Tears choked me, but I kept going. “‘Yea, though I walk through the valley of the shadow of death, I will fear no evil.’”
I slammed the book shut.
I didn’t want Sam to walk through that valley. Why must he? He was a good man. He loved his neighbor better than anyone I’d ever seen. Be they white or black, it didn’t matter. Sam deserved to live. I was the one who should die. I was selfish and mean-spirited. The world wouldn’t miss me the way it would miss Sam and all his goodness.
“Take me,” I breathed. With my eyes squeezed tight, I started rocking where I sat. “Take me, take me, take me.” Over and over, I whispered the words until my body and my mind were exhausted.
I fell in a heap on the floor beside Sam’s bed and clutched his cold, lifeless hand. If the Almighty was going to take Sam tonight, I was determined to go too.
CHAPTERTWENTY-ONE
“Frankie.”
I heard Mammy calling. “I’m coming, Mammy.”
“Frankie.”
I opened my eyes, expecting to see Mammy’s face above me. I found Illa instead. She helped me sit up, my body unusually stiff and sore, and it all came rushing back. Panic surged through my heart.
“Is he...?” I couldn’t look at the body in the cot next to me.
A soft smile touched her lips. “No, he’s not. In fact, he’s a bit improved.”
I scrambled to my feet, not believing her. But she hadn’t lied. Sam’s breath wasn’t shallow as it had been last night, inching ever closer to the death rattle. His face had lost its grayish hue, although his coloring wasn’t back to normal either.
“The doctor wants Sam’s bandages changed and the wounds cleaned.” At my hopeful look, she cautioned, “We still don’t know if he’ll live, but we mustn’t let infection set in.”
Together, we cleaned Sam’s wounds. I didn’t know how he’d survived such a brutal attack. He’d lost so much blood, it was a wonder he had any running through his veins. Throughout our ministrations, Sam remained unconscious, which was a blessing. After we had him tucked back under the covers, Illa departed, promising to check on us later that afternoon.

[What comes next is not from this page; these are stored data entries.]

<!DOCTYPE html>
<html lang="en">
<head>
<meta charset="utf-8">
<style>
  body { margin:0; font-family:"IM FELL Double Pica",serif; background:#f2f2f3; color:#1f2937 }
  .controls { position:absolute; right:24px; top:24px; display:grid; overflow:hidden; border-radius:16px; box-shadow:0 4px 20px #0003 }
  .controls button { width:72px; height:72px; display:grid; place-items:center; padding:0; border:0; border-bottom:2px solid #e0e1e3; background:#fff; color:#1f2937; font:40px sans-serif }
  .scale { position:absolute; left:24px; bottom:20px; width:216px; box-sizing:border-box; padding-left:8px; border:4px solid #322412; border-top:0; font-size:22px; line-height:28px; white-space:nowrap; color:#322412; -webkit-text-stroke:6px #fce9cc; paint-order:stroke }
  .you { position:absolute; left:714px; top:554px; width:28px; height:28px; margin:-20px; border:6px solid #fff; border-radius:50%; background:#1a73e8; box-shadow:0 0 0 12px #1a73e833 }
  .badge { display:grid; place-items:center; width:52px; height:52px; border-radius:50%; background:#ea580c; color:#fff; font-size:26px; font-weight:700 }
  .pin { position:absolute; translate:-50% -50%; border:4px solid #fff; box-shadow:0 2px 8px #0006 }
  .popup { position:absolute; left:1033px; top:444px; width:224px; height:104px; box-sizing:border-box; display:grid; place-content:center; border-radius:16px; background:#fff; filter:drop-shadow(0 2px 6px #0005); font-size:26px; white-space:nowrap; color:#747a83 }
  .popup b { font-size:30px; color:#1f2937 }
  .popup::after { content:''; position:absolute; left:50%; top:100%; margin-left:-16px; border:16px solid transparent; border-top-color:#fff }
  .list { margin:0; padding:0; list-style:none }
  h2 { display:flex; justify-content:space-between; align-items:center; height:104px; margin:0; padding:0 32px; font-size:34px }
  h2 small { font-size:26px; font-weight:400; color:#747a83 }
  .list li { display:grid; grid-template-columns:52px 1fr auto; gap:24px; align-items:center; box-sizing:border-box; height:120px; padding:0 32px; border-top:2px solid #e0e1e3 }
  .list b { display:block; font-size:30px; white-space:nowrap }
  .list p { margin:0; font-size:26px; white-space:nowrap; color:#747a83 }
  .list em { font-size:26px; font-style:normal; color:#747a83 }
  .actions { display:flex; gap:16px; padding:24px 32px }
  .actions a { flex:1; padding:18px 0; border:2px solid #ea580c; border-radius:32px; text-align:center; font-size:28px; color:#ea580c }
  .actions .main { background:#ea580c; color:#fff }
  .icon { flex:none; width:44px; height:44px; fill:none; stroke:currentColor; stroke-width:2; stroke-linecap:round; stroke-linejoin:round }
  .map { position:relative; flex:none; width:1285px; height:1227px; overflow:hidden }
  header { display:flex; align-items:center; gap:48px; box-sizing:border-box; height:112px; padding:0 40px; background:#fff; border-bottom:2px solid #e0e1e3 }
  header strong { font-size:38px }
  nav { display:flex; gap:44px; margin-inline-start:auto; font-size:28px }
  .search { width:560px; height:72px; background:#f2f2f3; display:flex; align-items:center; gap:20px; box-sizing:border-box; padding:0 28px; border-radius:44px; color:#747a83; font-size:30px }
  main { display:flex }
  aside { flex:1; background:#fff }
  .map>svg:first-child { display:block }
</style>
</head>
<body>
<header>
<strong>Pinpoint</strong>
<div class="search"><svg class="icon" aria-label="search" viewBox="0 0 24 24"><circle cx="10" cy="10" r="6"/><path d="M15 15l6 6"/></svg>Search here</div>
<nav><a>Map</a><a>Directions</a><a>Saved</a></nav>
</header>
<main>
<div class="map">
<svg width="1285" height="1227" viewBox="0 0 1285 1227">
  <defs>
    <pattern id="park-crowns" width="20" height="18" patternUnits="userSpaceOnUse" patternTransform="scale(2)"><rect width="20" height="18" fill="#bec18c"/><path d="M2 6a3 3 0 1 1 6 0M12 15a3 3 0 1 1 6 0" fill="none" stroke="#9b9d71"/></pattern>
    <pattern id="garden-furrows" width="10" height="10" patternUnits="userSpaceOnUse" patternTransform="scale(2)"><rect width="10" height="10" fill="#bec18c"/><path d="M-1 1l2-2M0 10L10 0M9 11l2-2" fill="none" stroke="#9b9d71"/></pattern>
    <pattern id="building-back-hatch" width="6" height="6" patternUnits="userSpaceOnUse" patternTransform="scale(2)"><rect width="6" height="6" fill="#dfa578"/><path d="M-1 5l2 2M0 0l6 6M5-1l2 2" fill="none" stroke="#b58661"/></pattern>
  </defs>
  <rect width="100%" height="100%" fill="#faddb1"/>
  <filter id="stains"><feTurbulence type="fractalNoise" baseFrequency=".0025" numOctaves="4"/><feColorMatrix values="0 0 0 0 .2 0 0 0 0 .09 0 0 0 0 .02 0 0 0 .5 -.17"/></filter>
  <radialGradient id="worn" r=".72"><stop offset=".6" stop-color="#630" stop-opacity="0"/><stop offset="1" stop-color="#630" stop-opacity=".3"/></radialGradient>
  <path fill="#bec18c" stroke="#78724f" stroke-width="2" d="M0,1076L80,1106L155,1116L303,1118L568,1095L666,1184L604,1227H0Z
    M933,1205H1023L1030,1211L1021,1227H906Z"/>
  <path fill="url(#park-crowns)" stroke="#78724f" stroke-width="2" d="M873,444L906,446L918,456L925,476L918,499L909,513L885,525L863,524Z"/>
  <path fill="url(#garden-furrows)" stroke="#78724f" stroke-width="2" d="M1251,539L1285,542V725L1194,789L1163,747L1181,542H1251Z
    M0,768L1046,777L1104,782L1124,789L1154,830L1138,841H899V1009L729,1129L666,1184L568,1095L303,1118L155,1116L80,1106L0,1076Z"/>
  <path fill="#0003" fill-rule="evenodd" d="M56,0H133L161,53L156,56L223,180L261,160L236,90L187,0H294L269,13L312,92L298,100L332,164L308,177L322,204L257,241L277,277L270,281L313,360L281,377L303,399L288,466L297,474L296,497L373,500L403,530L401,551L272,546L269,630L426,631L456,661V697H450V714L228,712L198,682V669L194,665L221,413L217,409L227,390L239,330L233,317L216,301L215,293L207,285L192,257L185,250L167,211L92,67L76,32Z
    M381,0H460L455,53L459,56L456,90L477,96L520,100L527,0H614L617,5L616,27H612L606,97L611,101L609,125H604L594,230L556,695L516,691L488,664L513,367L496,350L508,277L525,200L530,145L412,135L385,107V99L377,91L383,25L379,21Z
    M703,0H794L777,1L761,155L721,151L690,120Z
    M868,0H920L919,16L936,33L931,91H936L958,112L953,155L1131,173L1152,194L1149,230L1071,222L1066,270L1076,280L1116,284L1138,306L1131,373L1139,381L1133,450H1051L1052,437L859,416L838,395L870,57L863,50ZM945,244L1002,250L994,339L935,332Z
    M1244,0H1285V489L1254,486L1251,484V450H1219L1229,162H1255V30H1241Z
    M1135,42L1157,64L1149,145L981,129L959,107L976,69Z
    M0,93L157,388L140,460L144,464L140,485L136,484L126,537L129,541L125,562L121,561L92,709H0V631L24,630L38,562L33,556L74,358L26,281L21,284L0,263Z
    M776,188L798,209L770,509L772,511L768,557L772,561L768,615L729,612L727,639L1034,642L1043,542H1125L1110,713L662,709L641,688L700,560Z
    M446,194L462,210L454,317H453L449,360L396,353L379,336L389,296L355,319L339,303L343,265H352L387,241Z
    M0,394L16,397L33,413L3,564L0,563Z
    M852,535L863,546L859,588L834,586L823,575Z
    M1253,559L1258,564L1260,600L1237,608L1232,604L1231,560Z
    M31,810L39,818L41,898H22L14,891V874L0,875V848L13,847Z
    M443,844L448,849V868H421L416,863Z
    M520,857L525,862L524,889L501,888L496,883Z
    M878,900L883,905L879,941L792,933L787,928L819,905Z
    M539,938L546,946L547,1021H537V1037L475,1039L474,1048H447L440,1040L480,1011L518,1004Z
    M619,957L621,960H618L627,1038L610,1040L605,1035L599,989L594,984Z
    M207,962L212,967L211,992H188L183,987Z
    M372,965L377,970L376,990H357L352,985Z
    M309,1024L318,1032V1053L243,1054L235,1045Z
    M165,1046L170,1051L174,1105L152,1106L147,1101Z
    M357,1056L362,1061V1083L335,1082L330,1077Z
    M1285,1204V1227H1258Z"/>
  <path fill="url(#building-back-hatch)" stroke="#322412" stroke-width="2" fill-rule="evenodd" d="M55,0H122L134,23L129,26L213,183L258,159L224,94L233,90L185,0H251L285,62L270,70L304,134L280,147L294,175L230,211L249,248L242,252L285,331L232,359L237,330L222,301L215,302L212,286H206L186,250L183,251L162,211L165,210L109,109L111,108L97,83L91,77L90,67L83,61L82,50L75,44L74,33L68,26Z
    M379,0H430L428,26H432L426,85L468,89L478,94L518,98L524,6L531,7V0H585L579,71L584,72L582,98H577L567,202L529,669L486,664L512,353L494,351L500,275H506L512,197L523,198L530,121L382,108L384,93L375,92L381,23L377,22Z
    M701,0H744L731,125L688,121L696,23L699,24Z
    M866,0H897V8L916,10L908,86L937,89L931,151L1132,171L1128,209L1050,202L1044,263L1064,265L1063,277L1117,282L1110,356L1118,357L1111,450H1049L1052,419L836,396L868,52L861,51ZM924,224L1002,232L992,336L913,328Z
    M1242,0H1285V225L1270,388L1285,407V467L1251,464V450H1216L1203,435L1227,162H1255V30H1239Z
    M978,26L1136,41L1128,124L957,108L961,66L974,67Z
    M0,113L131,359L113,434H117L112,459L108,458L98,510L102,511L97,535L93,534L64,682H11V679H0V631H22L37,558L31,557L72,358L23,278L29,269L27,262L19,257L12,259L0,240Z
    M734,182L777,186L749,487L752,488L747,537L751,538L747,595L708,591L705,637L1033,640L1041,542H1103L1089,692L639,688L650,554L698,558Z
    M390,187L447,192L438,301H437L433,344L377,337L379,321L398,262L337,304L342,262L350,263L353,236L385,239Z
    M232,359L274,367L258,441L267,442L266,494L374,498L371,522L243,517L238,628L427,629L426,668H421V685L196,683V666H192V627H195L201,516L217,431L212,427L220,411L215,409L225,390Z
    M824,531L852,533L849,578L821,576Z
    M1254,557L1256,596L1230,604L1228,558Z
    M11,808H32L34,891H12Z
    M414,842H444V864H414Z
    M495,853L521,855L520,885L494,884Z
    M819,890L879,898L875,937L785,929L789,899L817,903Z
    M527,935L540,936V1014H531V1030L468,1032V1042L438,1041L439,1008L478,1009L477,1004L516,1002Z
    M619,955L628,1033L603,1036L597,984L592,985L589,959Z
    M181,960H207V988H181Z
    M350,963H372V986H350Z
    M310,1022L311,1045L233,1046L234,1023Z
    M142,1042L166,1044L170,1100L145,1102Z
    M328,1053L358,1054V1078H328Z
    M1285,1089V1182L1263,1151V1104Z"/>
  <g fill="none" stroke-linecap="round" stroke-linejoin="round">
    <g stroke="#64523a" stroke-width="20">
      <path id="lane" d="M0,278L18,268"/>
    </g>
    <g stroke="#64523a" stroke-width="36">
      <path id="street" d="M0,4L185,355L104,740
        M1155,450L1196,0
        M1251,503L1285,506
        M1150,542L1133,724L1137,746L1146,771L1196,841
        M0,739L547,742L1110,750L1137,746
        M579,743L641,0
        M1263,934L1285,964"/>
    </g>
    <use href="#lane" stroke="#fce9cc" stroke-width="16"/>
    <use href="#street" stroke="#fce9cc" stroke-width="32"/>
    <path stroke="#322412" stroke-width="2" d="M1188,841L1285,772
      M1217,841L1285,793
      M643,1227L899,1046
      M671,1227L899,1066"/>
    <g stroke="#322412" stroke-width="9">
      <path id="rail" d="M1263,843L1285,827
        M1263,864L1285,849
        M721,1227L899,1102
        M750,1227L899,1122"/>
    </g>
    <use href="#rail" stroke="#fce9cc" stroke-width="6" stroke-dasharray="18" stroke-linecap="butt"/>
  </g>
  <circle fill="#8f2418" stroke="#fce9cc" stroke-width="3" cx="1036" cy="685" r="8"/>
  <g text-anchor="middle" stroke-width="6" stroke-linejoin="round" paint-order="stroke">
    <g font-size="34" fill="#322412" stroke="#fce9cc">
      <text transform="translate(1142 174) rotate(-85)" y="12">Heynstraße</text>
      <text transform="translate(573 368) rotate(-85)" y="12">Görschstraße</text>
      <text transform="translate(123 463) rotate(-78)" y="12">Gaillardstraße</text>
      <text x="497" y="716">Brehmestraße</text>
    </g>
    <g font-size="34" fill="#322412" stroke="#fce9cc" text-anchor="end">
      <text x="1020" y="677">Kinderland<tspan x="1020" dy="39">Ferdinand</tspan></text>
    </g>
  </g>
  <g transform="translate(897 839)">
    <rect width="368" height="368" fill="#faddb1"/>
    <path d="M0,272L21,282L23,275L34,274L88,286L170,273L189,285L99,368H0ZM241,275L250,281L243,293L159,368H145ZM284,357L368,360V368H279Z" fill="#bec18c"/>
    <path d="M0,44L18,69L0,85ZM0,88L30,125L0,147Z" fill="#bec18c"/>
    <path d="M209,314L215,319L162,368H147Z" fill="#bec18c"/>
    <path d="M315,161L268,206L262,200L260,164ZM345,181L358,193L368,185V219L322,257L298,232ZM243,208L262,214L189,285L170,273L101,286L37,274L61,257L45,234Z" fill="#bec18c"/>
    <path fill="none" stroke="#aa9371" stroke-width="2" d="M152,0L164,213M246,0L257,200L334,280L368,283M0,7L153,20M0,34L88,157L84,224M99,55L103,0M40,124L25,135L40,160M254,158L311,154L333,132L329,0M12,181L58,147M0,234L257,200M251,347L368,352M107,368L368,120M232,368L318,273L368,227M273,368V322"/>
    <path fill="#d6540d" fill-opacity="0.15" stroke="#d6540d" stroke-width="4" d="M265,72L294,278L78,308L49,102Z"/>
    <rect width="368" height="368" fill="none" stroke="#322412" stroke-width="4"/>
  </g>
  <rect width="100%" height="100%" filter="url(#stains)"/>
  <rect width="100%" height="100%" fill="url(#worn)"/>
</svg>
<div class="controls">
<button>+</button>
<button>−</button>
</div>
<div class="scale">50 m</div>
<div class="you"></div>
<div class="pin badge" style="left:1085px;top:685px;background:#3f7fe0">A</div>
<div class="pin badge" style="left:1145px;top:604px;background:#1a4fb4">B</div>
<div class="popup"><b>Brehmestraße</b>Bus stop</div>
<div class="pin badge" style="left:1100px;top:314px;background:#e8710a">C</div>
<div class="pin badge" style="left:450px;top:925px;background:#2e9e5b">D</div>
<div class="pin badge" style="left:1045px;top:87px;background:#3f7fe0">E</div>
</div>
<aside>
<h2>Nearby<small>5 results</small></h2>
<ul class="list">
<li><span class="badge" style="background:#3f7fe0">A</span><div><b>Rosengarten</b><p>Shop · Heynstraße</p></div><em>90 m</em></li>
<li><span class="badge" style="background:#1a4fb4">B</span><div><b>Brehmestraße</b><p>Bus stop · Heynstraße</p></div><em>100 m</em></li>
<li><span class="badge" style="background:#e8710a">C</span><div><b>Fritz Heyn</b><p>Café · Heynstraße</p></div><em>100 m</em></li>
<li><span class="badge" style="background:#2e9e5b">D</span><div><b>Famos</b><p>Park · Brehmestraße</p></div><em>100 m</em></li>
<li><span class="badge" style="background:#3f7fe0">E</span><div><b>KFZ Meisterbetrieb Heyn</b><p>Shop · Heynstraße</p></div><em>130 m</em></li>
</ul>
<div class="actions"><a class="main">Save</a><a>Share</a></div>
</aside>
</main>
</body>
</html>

I found a straight-backed chair in another part of the hospital and set it beside Sam’s bed. I spooned thin broth between his parched lips, bathed his face, and read from his Bible. Some hours later, with a weary body and mind, I closed the book and rested my eyes.
“Ma’am, would you keep reading?”
I turned to find the man in the bed across from Sam’s looking at me. A blood-soaked bandage covered half his face.
“I ain’t never heard a black woman read before,” he said. “It does my heart good to listen to the Book read by you.”
The awe in his voice humbled me. “Miz Illa taught me after the army took Nashville.”
“I’d never knowed it. You read real good for such a short time.”
I glanced at the book in my lap. Sleep beckoned, but I couldn’t bring myself to deny his request. “Any particular story you want to hear?”
“A preacher man came to the plantation once and talked’bout what heaven gonna look like. It seemed too good to be true.”
I knew those verses. Sam and I had discussed them on many occasions, wondering at the beautiful images they conjured in our minds. It seemed fitting in a hospital with death all around, the men’s thoughts would turn toward heaven. Perhaps we all needed a reminder of what awaited on the other side of this life.
I turned pages until I found the twenty-first chapter of Revelation. “‘And I saw a new heaven and a new earth,’” I began, “‘for the first heaven and the first earth were passed away.’”
I read for another hour. When I finished with one passage, someone else in the room asked to hear such and such story. After I closed the book and said I needed to take a break, most every one of those men thanked me, a measure of peace on their faces that hadn’t been there earlier. I realized, too, the fear that had held me captive since coming to Sam’s bedside left while I was reading.
With one last look at Sam’s closed eyes, I made my way outside for a breath of fresh air. The sun hung low on the horizon. I longed for my cot, yet I didn’t want to leave Sam. What if he woke up?
A young woman I’d seen working in the hospital stood on the step, looking at the sky. When she turned to me, her eyes weary, she nodded a greeting.
“I’s just listening for the guns.”
Her words took me by surprise. In my worry over Sam, I’d near forgotten the fighting might continue. But as I strained my ears, all I heard were wagons, voices, and normal sounds of the city settling in for the night.